In [1]:
from google.colab import drive

drive.mount('/content/gdrive', force_remount=True)

Mounted at /content/gdrive


In [2]:
!unzip -q '/content/gdrive/MyDrive/nnfl-2021-assignment-2.zip' 

In [3]:
import tensorflow as tf
import tensorflow.keras as keras
from tensorflow.keras.models import Sequential
import os
import pandas as pd
from tqdm.auto import tqdm
from tensorflow.keras.layers import *
import cv2
import numpy as np

In [4]:
import scipy.misc
# from tensorflow.keras.applications.resnet_v2 import ResNet50V2
from tensorflow.keras.preprocessing import image
from tensorflow.keras.applications.resnet_v2 import preprocess_input, decode_predictions
from tensorflow.keras import layers
from tensorflow.keras.layers import Input, Add, Dense, Activation, ZeroPadding2D, BatchNormalization, Flatten, Conv2D, AveragePooling2D, MaxPooling2D, GlobalMaxPooling2D
from tensorflow.keras.models import Model, load_model
from tensorflow.keras.initializers import random_uniform, glorot_uniform, constant, identity
from tensorflow.python.framework.ops import EagerTensor
from matplotlib.pyplot import imshow
from tensorflow.python.keras import backend as K
from keras.callbacks import EarlyStopping, ReduceLROnPlateau, ModelCheckpoint

%matplotlib inline

In [None]:
# Thoughts:
# Add data augmentation
# Normalization

# Why use an LSTM at all?

In [5]:
def load_video(path, resize, max_frames=0):
    cap = cv2.VideoCapture(path)
    frames = []
    # try:
    while True:
        # print('HO')
        ret, frame = cap.read()
        if not ret:
            break
        # frame = crop_center_square(frame)
        frame = cv2.resize(frame, resize)
        frame = frame[:, :, [2, 1, 0]]
        frames.append(frame)

        if len(frames) == max_frames:
            break
    # finally:
    # cap.release()
    return np.array(frames)


def get_labels(train_labels_list, train_vids_list, indices):
  labels = []
  for i in indices:
    label = train_labels_list.loc[train_labels_list["File"] == train_vids_list[i]]["True_Label"] == "fire"
    labels.append(label.astype('int'))

  return np.asarray(labels)

def get_one_label(train_labels_list, video):
  label = train_labels_list.loc[train_labels_list["File"] == video]["True_Label"] == "fire"
  return label.astype(int)

In [6]:
# load list of files
train_vids_list = os.listdir("./train")
test_vids_list = os.listdir("./test")

# Load labels
train_labels_list = pd.read_csv('train.csv')

In [7]:
class SppnetLayer(Layer):
    '''This layer takes an input tensor and pools the tensor
      in local spatial bins.
      This layer uses Max pooling.
      It accepts input in tensorflow format. # channels last

    # Input
        list of filter in form [x,y,z] 
    # Input shape : 4d tensor [None, X,Y, channels]
    # Output shape : 3d tensor [None,pooled dim, channels] 

    '''
    def __init__(self, filters = [1], **kwargs):
        self.filters = filters
        super(SppnetLayer, self).__init__(**kwargs)

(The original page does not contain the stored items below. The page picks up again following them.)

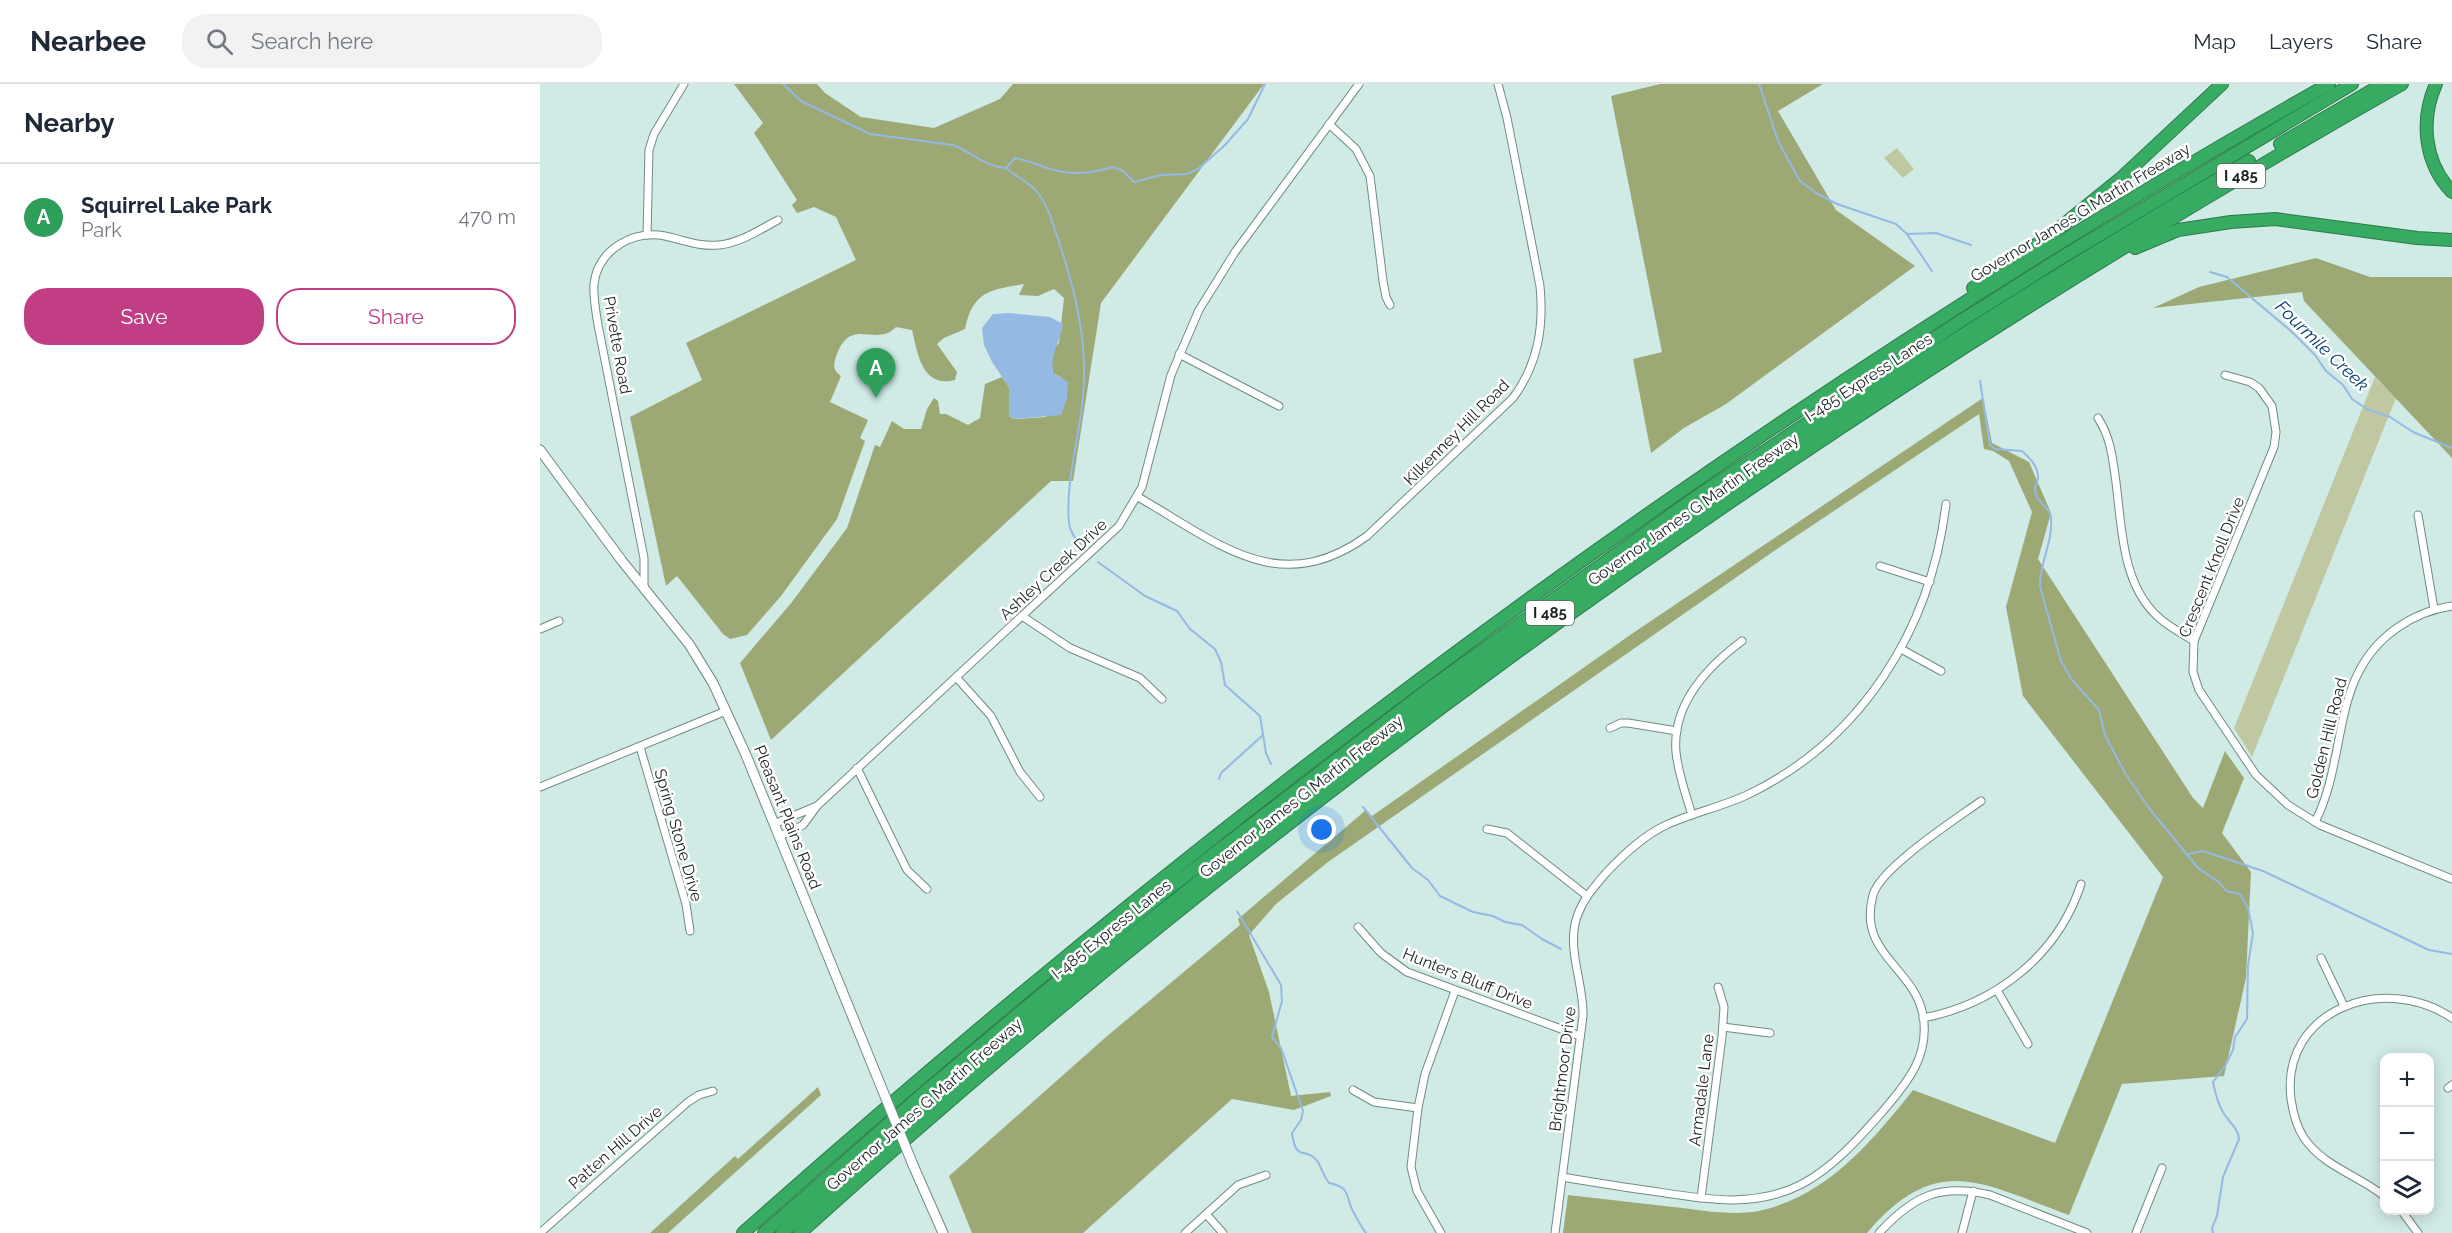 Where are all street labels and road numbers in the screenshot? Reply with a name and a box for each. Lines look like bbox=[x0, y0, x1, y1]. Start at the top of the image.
street label: Governor James G Martin Freeway bbox=[1967, 139, 2194, 286]
road number: I 485 bbox=[2217, 164, 2265, 188]
street label: Privette Road bbox=[600, 295, 635, 396]
street label: I-485 Express Lanes bbox=[1801, 329, 1936, 426]
street label: Kilkenney Hill Road bbox=[1400, 376, 1513, 489]
street label: Governor James G Martin Freeway bbox=[1584, 429, 1802, 590]
street label: Crescent Knoll Drive bbox=[2175, 494, 2248, 640]
street label: Ashley Creek Drive bbox=[996, 515, 1111, 624]
road number: I 485 bbox=[1526, 601, 1574, 625]
street label: Golden Hill Road bbox=[2302, 676, 2351, 801]
street label: Governor James G Martin Freeway bbox=[1196, 711, 1407, 882]
street label: Pleasant Plains Road bbox=[750, 742, 825, 892]
street label: Spring Stone Drive bbox=[650, 767, 707, 904]
street label: I-485 Express Lanes bbox=[1048, 875, 1175, 983]
street label: Hunters Bluff Drive bbox=[1400, 944, 1536, 1013]
street label: Brightmoor Drive bbox=[1545, 1006, 1580, 1133]
street label: Governor James G Martin Freeway bbox=[823, 1014, 1026, 1194]
street label: Armadale Lane bbox=[1685, 1033, 1718, 1147]
street label: Patten Hill Drive bbox=[565, 1102, 666, 1193]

    def compute_output_shape(self, input_shape):
        length = 0;
        for f_size in self.filters:
            length+= (f_size*f_size)
        return (input_shape[0],length*input_shape[3])
      
    def get_config(self):
        config = {'filters': self.filters}
        base_config = super(SppnetLayer, self).get_config()
        return dict(list(base_config.items()) + list(config.items()))

    def call(self, inputs):
      output = []
      for f_size in self.filters:
        win_size = K.int_shape(inputs)[1]/f_size
        #print(win_size)
        win_size = int(win_size)
        for x_start in range(0,f_size):
          for y_start in range(0,f_size):
            X = int(x_start*win_size)
            Y = int(y_start*win_size)
            result = K.max(inputs[:,X:X+win_size,Y:Y+win_size,:],axis = (1,2))
            output.append(result)
      output = K.concatenate(output)
      return output

In [8]:

# MODELS:
def make_model(input_shape):
  cnn = Sequential()
  cnn.add(Conv2D(32, (3, 3), activation='relu', padding='same', input_shape=input_shape))
  cnn.add(MaxPooling2D(pool_size=(3, 3)))
  cnn.add(Conv2D(64, (3, 3), activation='relu', padding='same'))
  cnn.add(MaxPooling2D(pool_size=(3, 3)))
  # cnn.add(Conv2D(128, (3, 3), activation='relu', padding='same'))
  # cnn.add(MaxPooling2D(pool_size=(3, 3)))
  cnn.add(Flatten())
  cnn.add(Dense(256, activation='relu'))
  cnn.add(Dense(128, activation='relu'))

  cl = Sequential()
  cl.add(TimeDistributed(cnn, input_shape=(30, 100, 100, 3)))
  cl.add(LSTM(256, input_shape=(30, 128),return_sequences=True,activation='tanh'))
  cl.add(Dense(32,activation='relu'))
  cl.add(Dense(1,activation='sigmoid'))


  return cl

In [14]:
earlystop = EarlyStopping(monitor='loss',
                          min_delta=0.004,
                          patience=10,
                          verbose=0,
                          mode='auto')

learning_rate_reduction = ReduceLROnPlateau(monitor='loss', 
                                            patience=3, 
                                            verbose=1, 
                                            factor=0.5, 
                                            min_lr=0.00001,
                                            min_delta=0.0015)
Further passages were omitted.